Objective: We sought to assess whether circulating ceramides were associated with the risk of left ventricular dysfunction in women with breast cancer undergoing potentially cardiotoxic chemotherapy.
Methods: This study is a secondary analysis of the UPBEAT trial (WF97415), which enrolled adult women with stage I to III breast cancer undergoing cancer therapy. Plasma ceramide levels were measured at baseline and again three months after the initiation of chemotherapy. Ceramide abundance was quantified by liquid chromatography-tandem mass spectrometry (LC-MS/MS). Cardiovascular magnetic resonance imaging was used to evaluate left ventricular ejection fraction (LVEF), allowing for the stratification of participants into two groups: those who experienced an LVEF decline of ≥10%, and those who did not.

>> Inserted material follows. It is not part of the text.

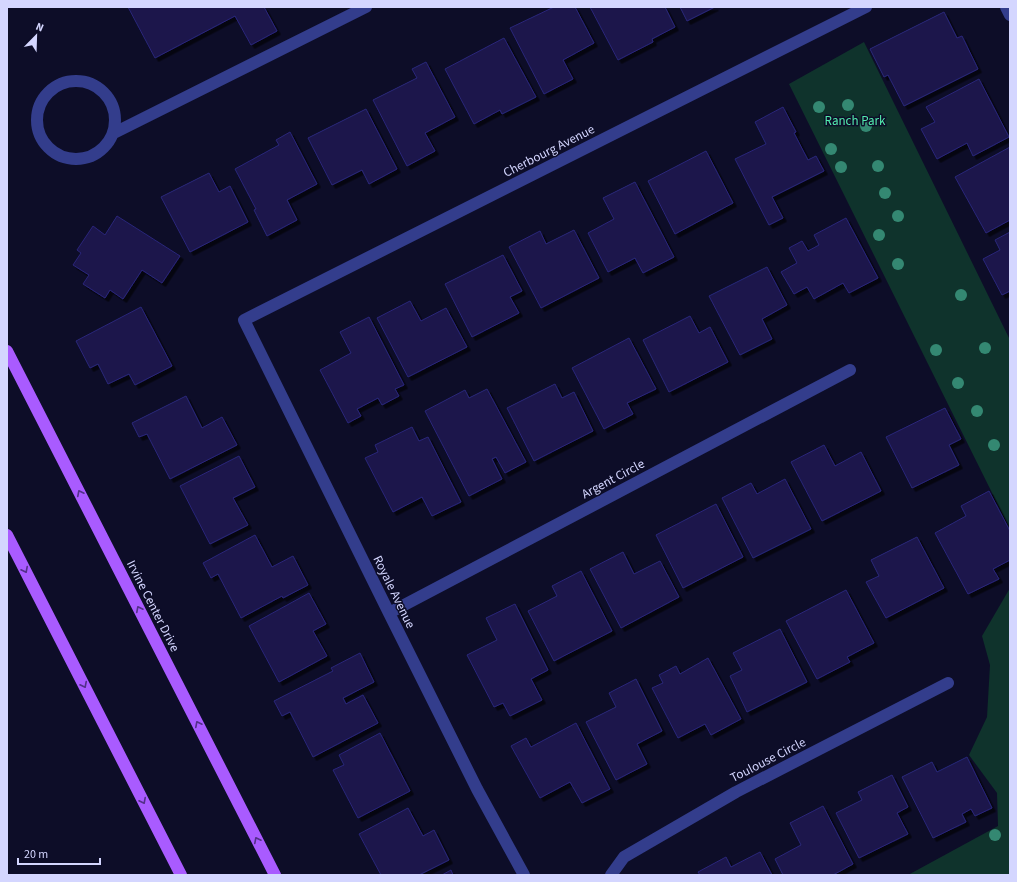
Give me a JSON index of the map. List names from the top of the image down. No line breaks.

Results: We studied 170 women, 56±11 years old; patients with ≥10% decline in LVEF showed an increase in C18:1/C16:0 ceramide ratio over 3 months of therapy compared to patients without LVEF decline (OR, 1.736, 95% CI, 1.164 – 2.590). These changes were independently associated with an increased risk of LVEF decline even after adjustment for age, race, cancer stage (OR, 1.689, 95% CI, 1.125 – 2.537), total cholesterol and triglyceride level (OR, 1.799, 95% CI, 1.194 – 2.717, C-Reactive Protein (OR, 1.671, 95% CI, 1.133 – 2.465), underlying comorbidities, such as hypertension, hyperlipidemia, diabetes, stroke, coronary artery disease, and smoking (OR, 1.652, 95% CI, 1.122 – 2.432), or receipt of potentially cardioprotective drugs (OR, 1.664, 95% CI, 1.127 – 2.457).
Conclusions: This finding suggests that disruptions of the relative abundance of the different species of ceramides may play a significant role in the development of chemotherapy-induced cardiotoxicity. Ceramide profiling could offer a promising avenue for early identification of patients at higher risk for cardiac dysfunction, potentially guiding more personalized monitoring and cardioprotective strategies.